Selling Tobacco to Minors
Selling tobacco to those under 18 is illegal across the U.S., and some areas have set even higher age limits. However, a study conducted in a suburban county outside Denver and published Aug. 20 in JAMA Pediatrics indicates that it’s not unusual for retailers to sell tobacco to minors. The researchers had teens visit 201 stores—including convenience stores, liquor stores, grocery stores, pharmacies, tobacco stores and gas stations—and attempt to buy cigarettes. Each store in the study received six visits. More than half of the retailers sold cigarettes to minors at least once. On average per round of visits, 18 percent of stores violated the law.
When a Parent Has Cancer
A Danish study published Aug. 20 in the Journal of Epidemiology & Community Health shows the effect a parent’s cancer diagnosis can have on a child. Looking at a series of national registries, the researchers found that having a parent diagnosed with cancer during childhood was associated with reduced educational attainment and income at age 30. Children who were younger than age 5 when their parents were diagnosed or whose parents had a poor prognosis or died seemed to be particularly affected. The researchers say that their study points to a need for more resources to help children whose parents have cancer.
Mammograms After Breast Cancer
Breast cancer survivors who have not had a double mastectomy are recommended to get annual mammograms. A paper published Aug. 22 in JAMA Surgery indicates that changing recommendations for mammography for women in the general population may have inadvertently affected the treatment of breast cancer survivors. The researchers looked at insurance claims from Blue Cross Blue Shield of Michigan. They found that between 2008-2009 and 2012-2013, use of screening mammograms decreased in women in their 40s, especially in breast cancer survivors. The U.S. Preventive Services Task Force in 2009 released new breast cancer screening guidelines with reduced support for screening women in the general population in their 40s.

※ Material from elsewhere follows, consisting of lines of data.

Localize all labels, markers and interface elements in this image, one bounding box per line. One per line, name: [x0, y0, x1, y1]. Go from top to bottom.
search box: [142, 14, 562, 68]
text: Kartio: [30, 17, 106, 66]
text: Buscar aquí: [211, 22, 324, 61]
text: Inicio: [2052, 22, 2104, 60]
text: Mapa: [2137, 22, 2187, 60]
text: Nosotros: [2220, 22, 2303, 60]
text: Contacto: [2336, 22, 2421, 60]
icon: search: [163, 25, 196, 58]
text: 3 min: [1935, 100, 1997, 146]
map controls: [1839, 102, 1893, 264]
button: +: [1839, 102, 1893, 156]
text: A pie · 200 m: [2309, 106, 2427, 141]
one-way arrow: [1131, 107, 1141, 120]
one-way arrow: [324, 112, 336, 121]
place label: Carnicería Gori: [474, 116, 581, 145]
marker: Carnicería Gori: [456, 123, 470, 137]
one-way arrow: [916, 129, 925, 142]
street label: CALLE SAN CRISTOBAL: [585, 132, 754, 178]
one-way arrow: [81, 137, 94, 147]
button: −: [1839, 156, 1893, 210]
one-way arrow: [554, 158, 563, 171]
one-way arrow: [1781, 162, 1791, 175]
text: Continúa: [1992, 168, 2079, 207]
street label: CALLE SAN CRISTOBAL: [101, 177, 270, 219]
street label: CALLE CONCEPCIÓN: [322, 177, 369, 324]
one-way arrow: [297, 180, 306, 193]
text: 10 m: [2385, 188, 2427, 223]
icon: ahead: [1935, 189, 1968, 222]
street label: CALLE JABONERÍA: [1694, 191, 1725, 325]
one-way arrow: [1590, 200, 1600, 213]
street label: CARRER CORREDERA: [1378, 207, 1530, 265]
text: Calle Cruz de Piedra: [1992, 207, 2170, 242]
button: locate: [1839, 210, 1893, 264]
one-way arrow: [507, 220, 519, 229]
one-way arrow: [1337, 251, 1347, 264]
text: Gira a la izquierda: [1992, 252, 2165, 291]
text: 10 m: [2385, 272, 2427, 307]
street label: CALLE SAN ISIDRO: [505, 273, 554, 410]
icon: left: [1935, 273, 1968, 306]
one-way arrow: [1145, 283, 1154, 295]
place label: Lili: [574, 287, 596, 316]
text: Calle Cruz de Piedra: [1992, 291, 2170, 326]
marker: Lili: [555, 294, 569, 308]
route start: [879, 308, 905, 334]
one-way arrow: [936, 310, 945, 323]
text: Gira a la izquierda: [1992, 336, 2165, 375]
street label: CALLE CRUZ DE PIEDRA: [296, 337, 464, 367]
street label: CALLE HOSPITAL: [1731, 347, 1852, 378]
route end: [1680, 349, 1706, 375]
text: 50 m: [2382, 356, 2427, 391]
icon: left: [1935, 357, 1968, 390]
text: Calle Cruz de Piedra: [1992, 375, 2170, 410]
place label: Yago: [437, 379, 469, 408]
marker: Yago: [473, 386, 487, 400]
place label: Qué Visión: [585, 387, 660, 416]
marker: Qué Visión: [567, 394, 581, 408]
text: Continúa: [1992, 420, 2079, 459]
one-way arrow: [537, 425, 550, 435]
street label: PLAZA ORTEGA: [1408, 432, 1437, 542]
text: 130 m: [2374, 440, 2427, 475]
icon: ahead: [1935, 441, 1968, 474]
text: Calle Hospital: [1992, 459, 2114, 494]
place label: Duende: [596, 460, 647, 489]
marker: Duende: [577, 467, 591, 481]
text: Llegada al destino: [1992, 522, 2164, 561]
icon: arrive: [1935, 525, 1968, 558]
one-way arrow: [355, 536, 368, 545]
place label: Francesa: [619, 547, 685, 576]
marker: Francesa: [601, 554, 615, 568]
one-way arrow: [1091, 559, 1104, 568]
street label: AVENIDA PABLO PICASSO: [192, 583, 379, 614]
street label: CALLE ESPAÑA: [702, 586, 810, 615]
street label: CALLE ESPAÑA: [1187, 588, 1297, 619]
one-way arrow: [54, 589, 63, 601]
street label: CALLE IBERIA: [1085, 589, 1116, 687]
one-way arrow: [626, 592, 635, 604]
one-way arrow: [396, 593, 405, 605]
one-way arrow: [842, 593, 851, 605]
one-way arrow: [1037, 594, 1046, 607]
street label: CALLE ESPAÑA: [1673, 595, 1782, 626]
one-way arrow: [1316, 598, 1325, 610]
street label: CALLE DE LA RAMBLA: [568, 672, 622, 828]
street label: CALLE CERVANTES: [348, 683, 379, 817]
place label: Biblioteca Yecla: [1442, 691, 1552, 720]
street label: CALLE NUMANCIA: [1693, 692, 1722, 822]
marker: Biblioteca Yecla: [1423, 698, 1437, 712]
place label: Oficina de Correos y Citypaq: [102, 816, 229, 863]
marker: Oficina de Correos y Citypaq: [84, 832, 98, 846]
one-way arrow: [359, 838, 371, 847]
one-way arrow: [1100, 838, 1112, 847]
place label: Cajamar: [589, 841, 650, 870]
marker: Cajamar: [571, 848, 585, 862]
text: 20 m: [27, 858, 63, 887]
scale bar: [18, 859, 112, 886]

Immunotherapy vs. Melanoma Brain Metastases
Evidence continues to accumulate that checkpoint inhibitors, a form of immunotherapy drug, can help treat brain metastases in melanoma patients. The latest data are presented in a paper published Aug. 23 in the New England Journal of Medicine, which shows that a combination of Opdivo (nivolumab) and Yervoy (ipilimumab) can in some cases lead brain metastases to recede. A story published in The New York Times points out that fewer than 20 percent of patients with melanoma live a year after presenting with brain metastases. Among patients who received the immunotherapy combination, 82 percent lived more than a year. First author of the study Hussein A. Tawbi of MD Anderson Cancer Center in Houston told the Times that the treatment should also be studied in patients with other tumor types with brain metastases.